Rose had risen, too, from her seat at the window. "Maybe we should hear her out, you lot." She pointed to the Sneakoscope, which had stopped spinning. "It looks like she has come here alone."

"Says the one who let her go," James pointed out, and Rose lowered her head.

"I'm telling the truth," Penny said again, her eyes darting around the room. "I was safe where I was, hiding out, but I came here; I put myself in danger again - "

"What, do you want a medal?" Cassie mocked.

"I just want you to believe me." Penny was pale, her eyes like two round coins. "I made a horrible mistake, but I realise that now. The Truthseekers - and my brother - they're all enemies."

"And you expect us to - " James began, but Jeremy Sharpwood's much quieter voice cut him off.

"What makes them your enemies?" He eyed Penny. "If you tell us that much, maybe we'll believe you."

Penny swallowed hard, and directed her eyes up to the ceiling for a moment. Then - "They're working with Blaise Zabini."

A silence. "Well, we knew that already," James said at last, glancing at Rose and Albus. "He's been involved with them for months, it's been all over the papers."

"I thought it was just a rumour," Penny said hollowly. "I thought they were lumping him in with the Truthseekers because he was an escaped criminal. I didn't think he actually worked with them."

"So?" Cassie threw her hands into the air impatiently, staring at her former roommate. "Zabini, Pinkstone, they're all as bad as each other. Why should it matter to you that they're working together?"

"Because - " Penny began, then swallowed again. "Because - "

"Oh, for Merlin's sake." James strode forward, seizing Penny's arm. "Someone go fetch an Auror.

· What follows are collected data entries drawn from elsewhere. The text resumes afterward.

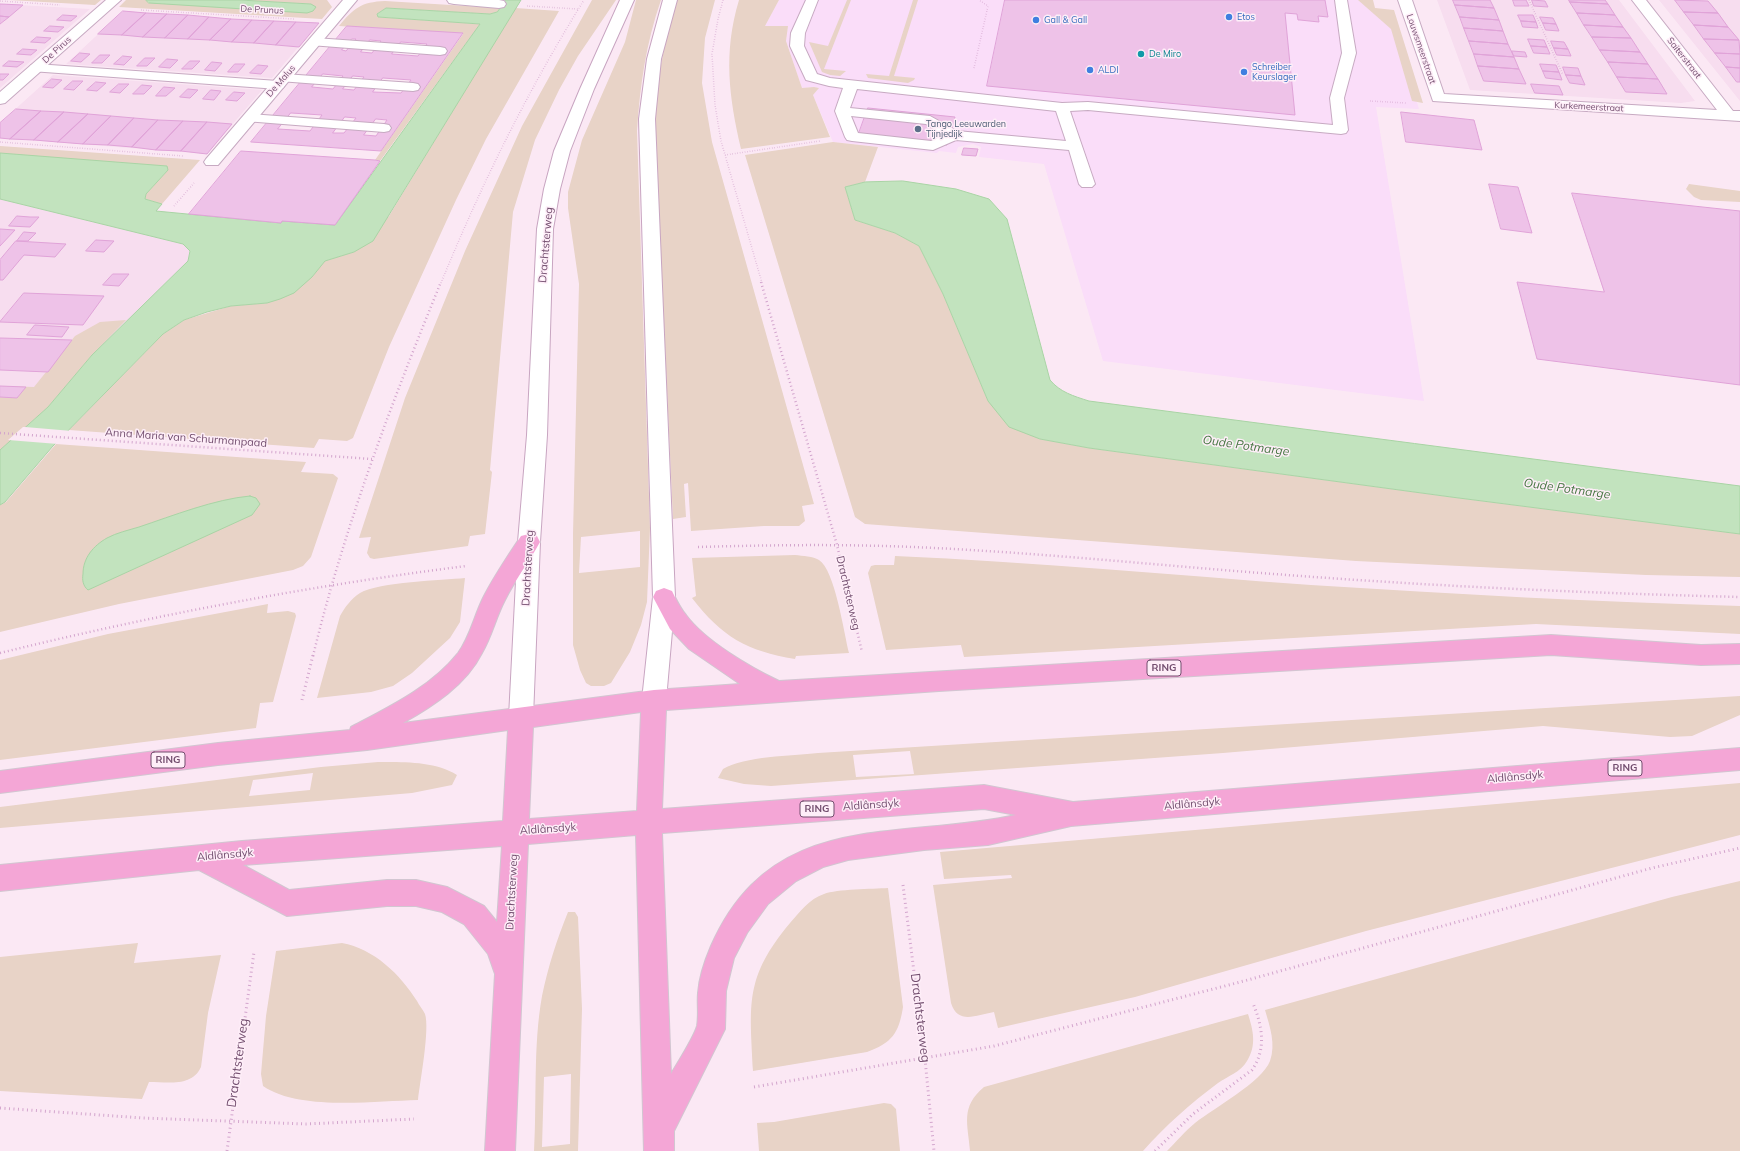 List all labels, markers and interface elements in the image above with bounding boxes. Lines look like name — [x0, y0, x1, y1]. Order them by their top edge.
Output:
street label: De Prunus — [240, 3, 284, 17]
marker: Etos — [1224, 12, 1234, 22]
place label: Etos — [1237, 12, 1255, 22]
street label: Louwsmeerstraat — [1404, 13, 1438, 85]
marker: Gall & Gall — [1031, 15, 1041, 25]
place label: Gall & Gall — [1044, 15, 1087, 25]
street label: De Pirus — [40, 34, 74, 66]
street label: Saiterstraat — [1665, 35, 1703, 81]
marker: De Miro — [1136, 49, 1146, 59]
place label: De Miro — [1149, 49, 1181, 59]
place label: Schreiber Keurslager — [1252, 62, 1297, 83]
street label: De Malus — [264, 63, 298, 99]
marker: ALDI — [1085, 65, 1095, 75]
place label: ALDI — [1098, 65, 1119, 75]
marker: Schreiber Keurslager — [1239, 67, 1249, 77]
street label: Kurkemeerstraat — [1554, 100, 1624, 114]
place label: Tango Leeuwarden Tijnjedijk — [926, 119, 1006, 140]
marker: Tango Leeuwarden Tijnjedijk — [913, 124, 923, 134]
street label: Drachtsterweg — [536, 207, 556, 283]
street label: Anna Maria van Schurmanpaad — [105, 426, 267, 450]
water label: Oude Potmarge — [1202, 433, 1290, 459]
water label: Oude Potmarge — [1523, 476, 1611, 502]
street label: Drachtsterweg — [519, 530, 537, 606]
street label: Drachtsterweg — [833, 554, 863, 632]
road number: RING — [1147, 660, 1181, 676]
road number: RING — [151, 752, 185, 768]
road number: RING — [1608, 760, 1642, 776]
street label: Aldlânsdyk — [1486, 768, 1544, 786]
street label: Aldlânsdyk — [1163, 795, 1221, 813]
street label: Aldlânsdyk — [842, 796, 900, 814]
road number: RING — [800, 801, 834, 817]
street label: Aldlânsdyk — [519, 820, 577, 838]
street label: Aldlânsdyk — [196, 846, 254, 864]
street label: Drachtsterweg — [503, 854, 521, 930]
street label: Drachtsterweg — [907, 972, 933, 1064]
street label: Drachtsterweg — [224, 1017, 252, 1109] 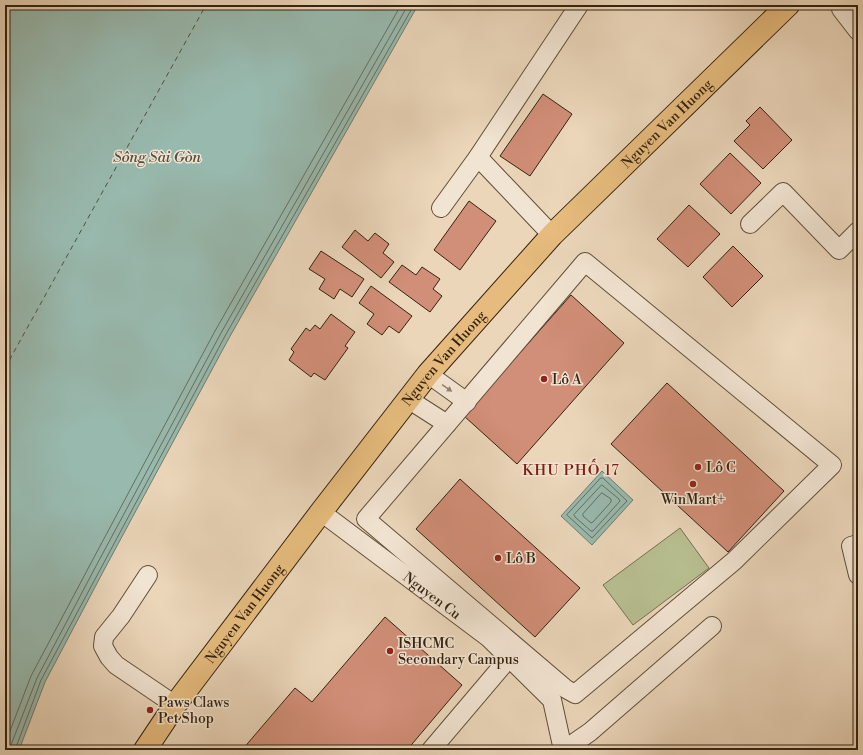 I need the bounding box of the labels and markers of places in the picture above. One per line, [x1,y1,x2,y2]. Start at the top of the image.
place label: Lô A [552,371,582,389]
marker: Lô A [539,374,549,384]
place label: Lô C [706,459,736,477]
marker: Lô C [693,462,703,472]
marker: WinMart+ [688,479,698,489]
place label: WinMart+ [660,491,725,509]
place label: Lô B [506,550,536,568]
marker: Lô B [493,553,503,563]
place label: ISHCMC Secondary Campus [398,635,519,669]
marker: ISHCMC Secondary Campus [385,646,395,656]
place label: Paws Claws Pet Shop [158,694,229,728]
marker: Paws Claws Pet Shop [145,705,155,715] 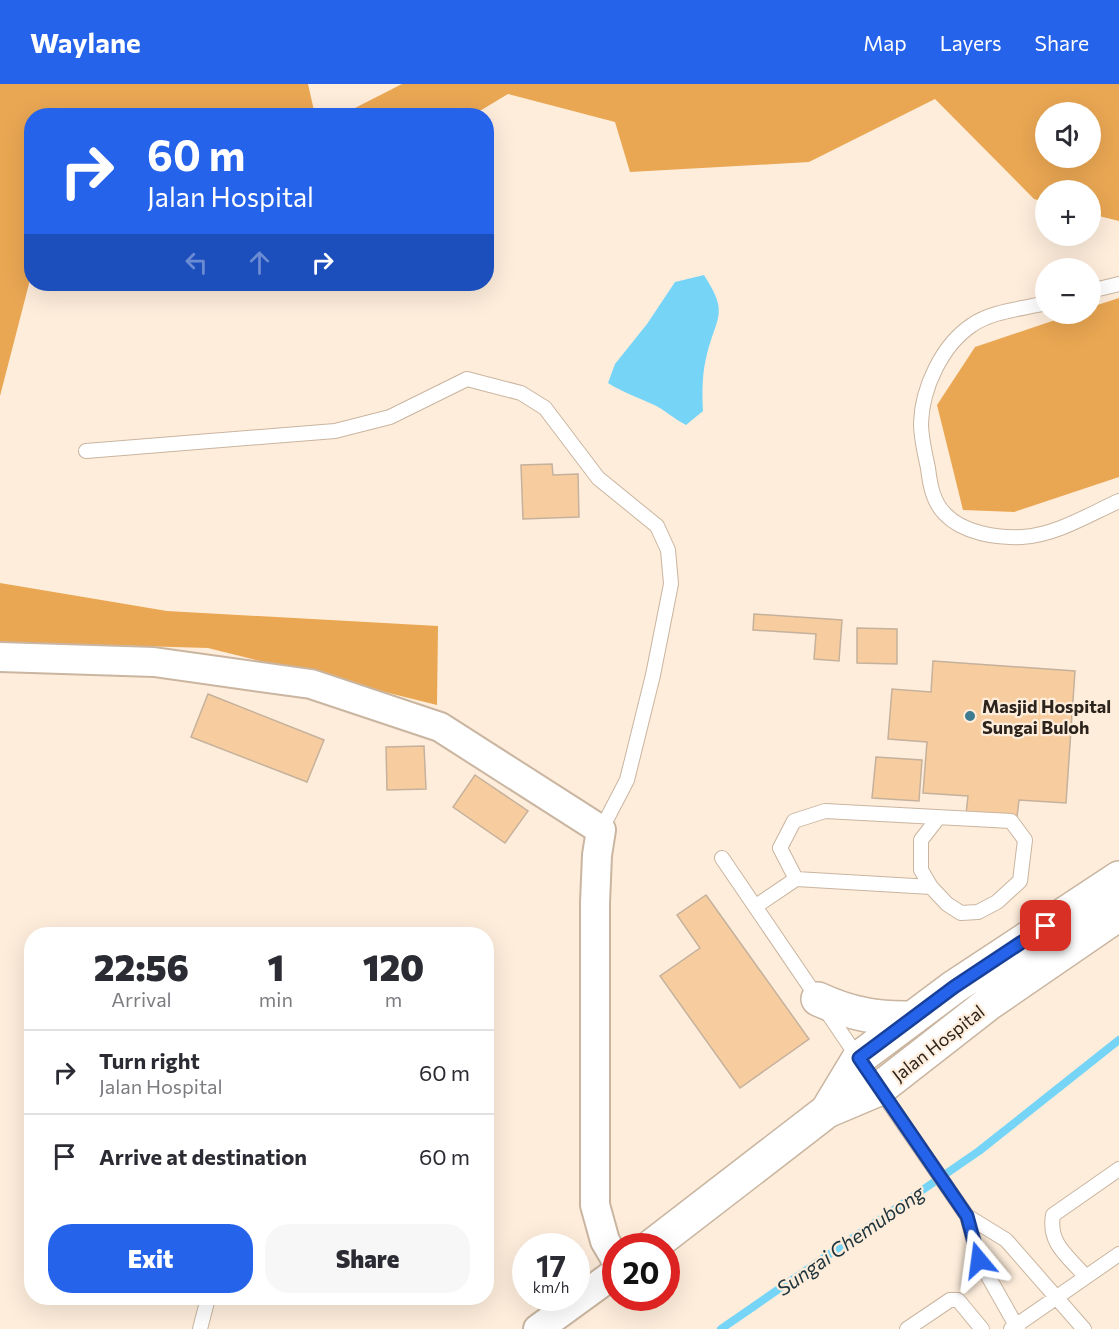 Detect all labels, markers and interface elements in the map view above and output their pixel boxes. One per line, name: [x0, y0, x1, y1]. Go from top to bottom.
text: Waylane: [30, 25, 141, 59]
text: Map: [863, 30, 907, 55]
text: Layers: [940, 30, 1002, 55]
text: Share: [1035, 30, 1089, 55]
map controls: [1035, 102, 1101, 324]
button: sound: [1035, 102, 1101, 168]
text: 60 m: [147, 128, 246, 180]
icon: right: [48, 132, 126, 210]
text: Jalan Hospital: [147, 180, 314, 213]
button: +: [1035, 180, 1101, 246]
icon: left: [180, 246, 213, 279]
icon: ahead: [243, 246, 276, 279]
icon: right: [306, 246, 339, 279]
button: −: [1035, 258, 1101, 324]
place label: Masjid Hospital Sungai Buloh: [982, 695, 1111, 738]
marker: Masjid Hospital Sungai Buloh: [963, 709, 977, 723]
pin: [1020, 900, 1071, 951]
icon: arrive: [1029, 909, 1062, 942]
text: 22:56: [94, 944, 189, 988]
text: 1: [267, 944, 284, 988]
text: 120: [363, 944, 424, 988]
text: Arrival: [111, 987, 172, 1011]
text: min: [259, 987, 293, 1011]
text: m: [385, 987, 402, 1011]
street label: Jalan Hospital: [887, 1000, 989, 1086]
text: Turn right: [99, 1047, 200, 1074]
icon: right: [48, 1056, 81, 1089]
text: 60 m: [419, 1059, 470, 1086]
text: Jalan Hospital: [99, 1074, 223, 1098]
icon: arrive: [48, 1140, 81, 1173]
text: Arrive at destination: [99, 1143, 307, 1170]
text: 60 m: [419, 1143, 470, 1170]
water label: Sungai Chemubong: [771, 1179, 929, 1300]
button: Exit: [48, 1224, 253, 1293]
button: Share: [265, 1224, 470, 1293]
position arrow: [947, 1228, 1011, 1292]
speed limit sign: 20: [602, 1233, 680, 1311]
text: 17: [536, 1246, 566, 1283]
text: km/h: [533, 1278, 569, 1296]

We're wasting our time here."

"If the Aurors come now, then they'll find out about us," Jem pointed out. "And something tells me your father, the Head Auror, wouldn't be in favour of this little group of yours."

"Well, do you have a better idea?" James shot back.

"How about actually listening to her?" Scorpius suggested calmly. "She clearly has something she wants to tell us."

"She's a liar," Cassie argued.

"Maybe, but she's telling the truth about this."

"Is she, now?" James raised his eyebrows at Scorpius, who shrugged.

"I believe her."

"And do you think that makes any difference to me, Malfoy? What you believe?"

"Careful, Potter," Scorpius said, while a few of the others murmured. He smirked, just a little. "You don't want to seem like you value some members of this group more than others, now, do you?"

"That is not what I meant," James snapped. "I - "

"Shut up!" Penny exclaimed. "All of you, just shut up!"

She shook off James's arm roughly, and took a step forward. Albus, who was nearest, eyed her warily, while the others simply stared. For Penny Alderton, in the space of a few seconds, seemed to have grown taller: her shoulders were not hunched in their usual attitude but straight, and her dull grey eyes snapped fire, her little fists clenched by her sides.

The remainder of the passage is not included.